I am trying to install TAO on a windows machine in order to do some benchmarks.
We are a small NSF funded company who has a way of accelerating transfer learning and want to demonstrate it in several network models supported by TAO.
We had some great success with TensorFlow but are struggling with the TAO toolkit.
It installed fine in python, (eg tao info --verbose gives the right output), but we are not able to get the docker container environment to work (tao detectnet_v2 gives errors: “Docker CLI hasn’t been logged in to a registry.”).
It seems all of the instructions are for linux. https://docs.nvidia.com/datacenter/cloud-native/container-toolkit/install-guide.html#docker
Being able to install on a variety of machines will help grow the community to include those who may be great with algorithms, but less so with installations.
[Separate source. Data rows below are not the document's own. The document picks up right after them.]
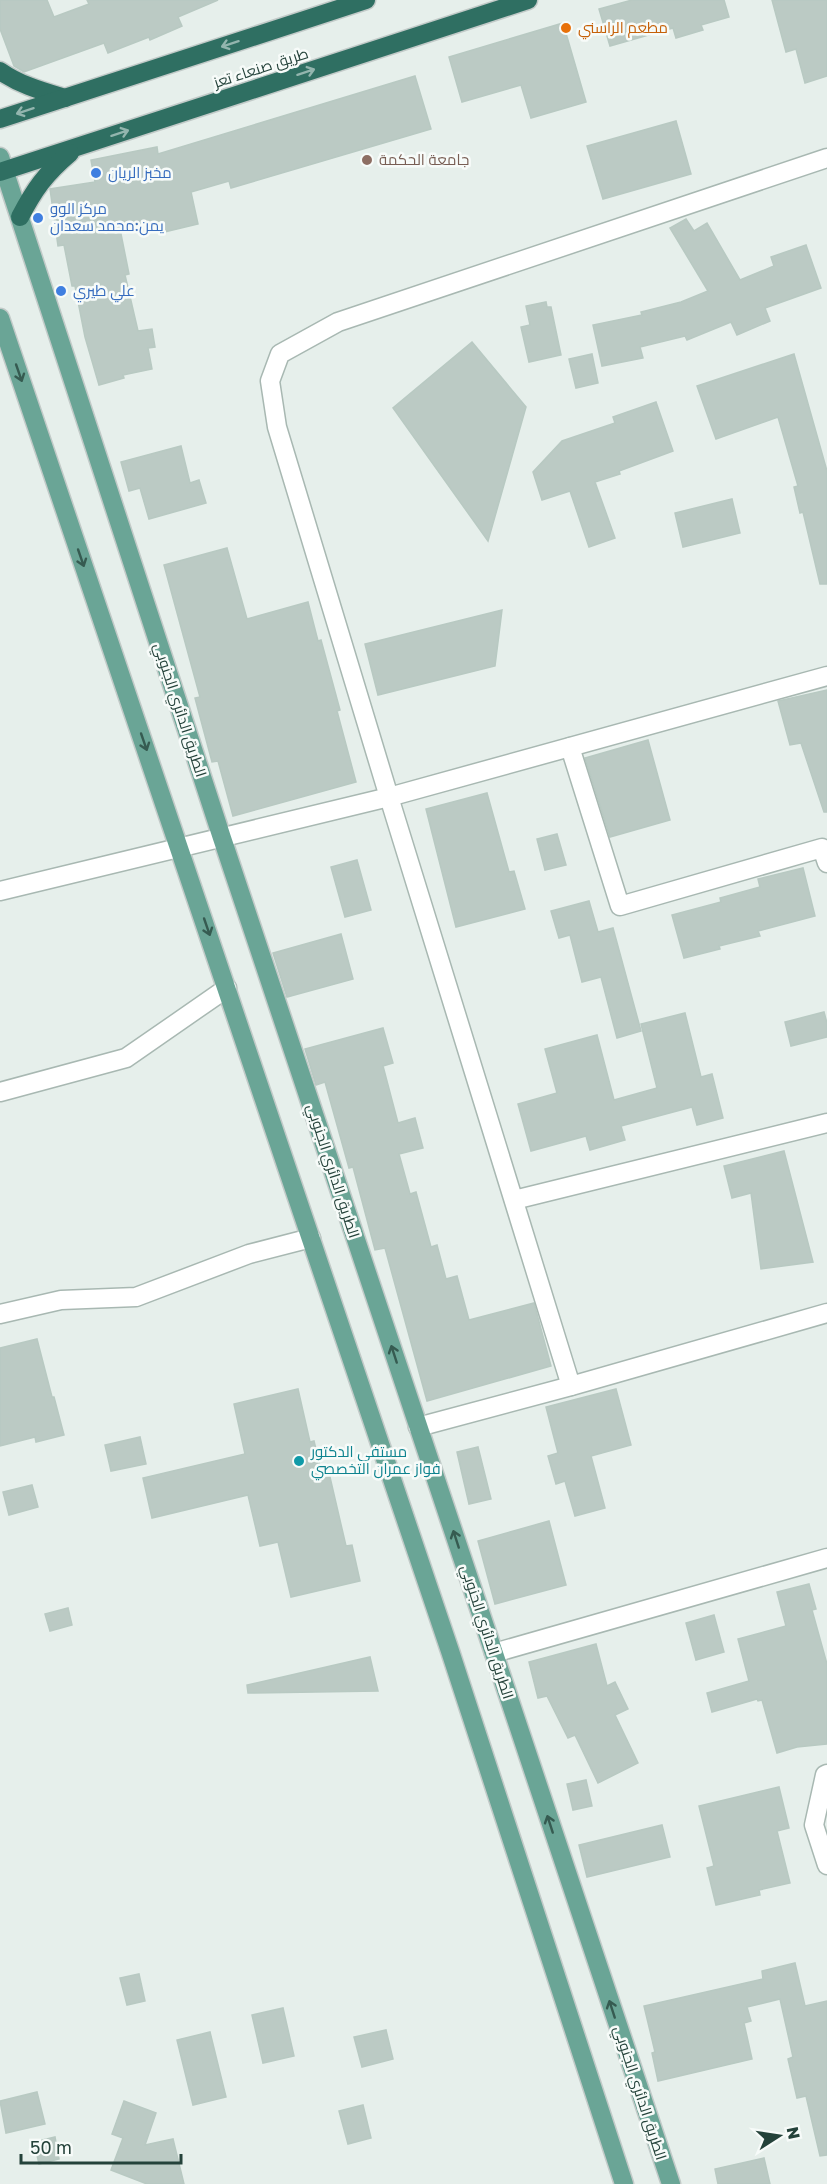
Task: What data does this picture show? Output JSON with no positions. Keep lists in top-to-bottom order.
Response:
{
  "streets": {
    "highway": ["طريق صنعاء تعز"],
    "main road": ["الطريق الدائري الجنوبي"]
  },
  "crossings": [
    ["طريق صنعاء تعز", "الطريق الدائري الجنوبي"]
  ],
  "places": [
    "مطعم الراسني",
    "جامعة الحكمة",
    "مخبز الريان",
    "مركز الوو يمن:محمد سعدان",
    "علي طيري",
    "مستفى الدكتور فواز عمران التخصصي"
  ],
  "scale_bar": "50 m",
  "north": "right"
}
We are running two Windows 10 machines each with multicore CPU’s and GPU’s (Titan X & 1660 Ti).
Thank you!
Thank you Morganh.
Does that mean all of the previous python installations, user environments and everything needs to be reinstalled? This is a blank virtual machine where transfering existing code, drives and data becomes an installation issue?
Thank you for your help. I am not good at installation unless it is very specific, and from what I understood the docker containers were meant to simplify, but it seems to be doing the opposite.
I have docker running on windows running ubuntu. Thein I am also supposed to install docker in ubuntu?
Docker-CE on Ubuntu can be setup using Docker’s official convenience script:
For your current environment, you mention that you already trigger a ubuntu docker and run inside it, right? Can you run “$ docker info” in this docker?
In Windows, I still suggest you to install WSL firstly or something others such as Linux virtual machine.
WARNING: No blkio throttle.read_bps_device support
WARNING: No blkio throttle.write_bps_device support
WARNING: No blkio throttle.read_iops_device support
WARNING: No blkio throttle.write_iops_device support
From inside the container: which is based on WSL
root@56634ca0b771:/# docker info
Client:
Context: default
Debug Mode: false
Plugins:
app: Docker App (Docker Inc., v0.9.1-beta3)
buildx: Docker Buildx (Docker Inc., v0.9.1-docker)
compose: Docker Compose (Docker Inc., v2.10.2)
scan: Docker Scan (Docker Inc., v0.17.0)
Server:
ERROR: Cannot connect to the Docker daemon at unix:///var/run/docker.sock. Is the docker daemon running?
errors pretty printing info
It seems like there is a big hole for windows users and is becoming a nightmare installation. I had two weeks to run the examples and demonstrate the benchmarks and it seems like at least a week will be burned on installation issues.
In the WSL ubuntu trying to run as in the directions and I get the warning:
Please get Docker Desktop from Docker Desktop - Docker
it doesnt run in WSL and I get errors:
failed to start daemon: Error initializing network controller: error obtaining controller instance: failed to create NAT chain DOCKER: iptables failed: iptables -t nat -N DOCKER: iptables v1.8.4 (legacy): can’t initialize iptables table `nat’: Table does not exist (do you need to insmod?)
Perhaps iptables or your kernel needs to be upgraded.
(exit status 3)
Thanks
Thanks for your help. It is TAO and its associated installation instructions that are instructing Windows + WSL + docker which doesn’t seem compatible.
Are there other configurations that may work? Does Nvidia have any other docker containers with TAO or even better TAO Docker containers for windows?
Do I have to do a virtual machine?
Instructions for each step became complicated for windows, after trying your commands, searching and bumbling around like a fly randomly bumping into things I finally got it working sort-of.
I seem to be running tlt, it warns that I need to update to tao, it says it updates but is still tlt. When I run an ipynb like bpnet I get stuck in weird ways.
For example from the script running
!tao bpnet dataset_convert -m ‘test’ -o $DATA_DIR/val --generate_masks --dataset_spec $DATA_POSE_SPECS_DIR/coco_spec.json
works and creates val-fold-000-of-001
but running the very similar
!tao bpnet dataset_convert -m ‘train’ -o $DATA_DIR/train --generate_masks --dataset_spec $DATA_POSE_SPECS_DIR/coco_spec.json
runs similarly, does not generate an error, but does not create train-fold-000-of-001
that is needed for the notebook.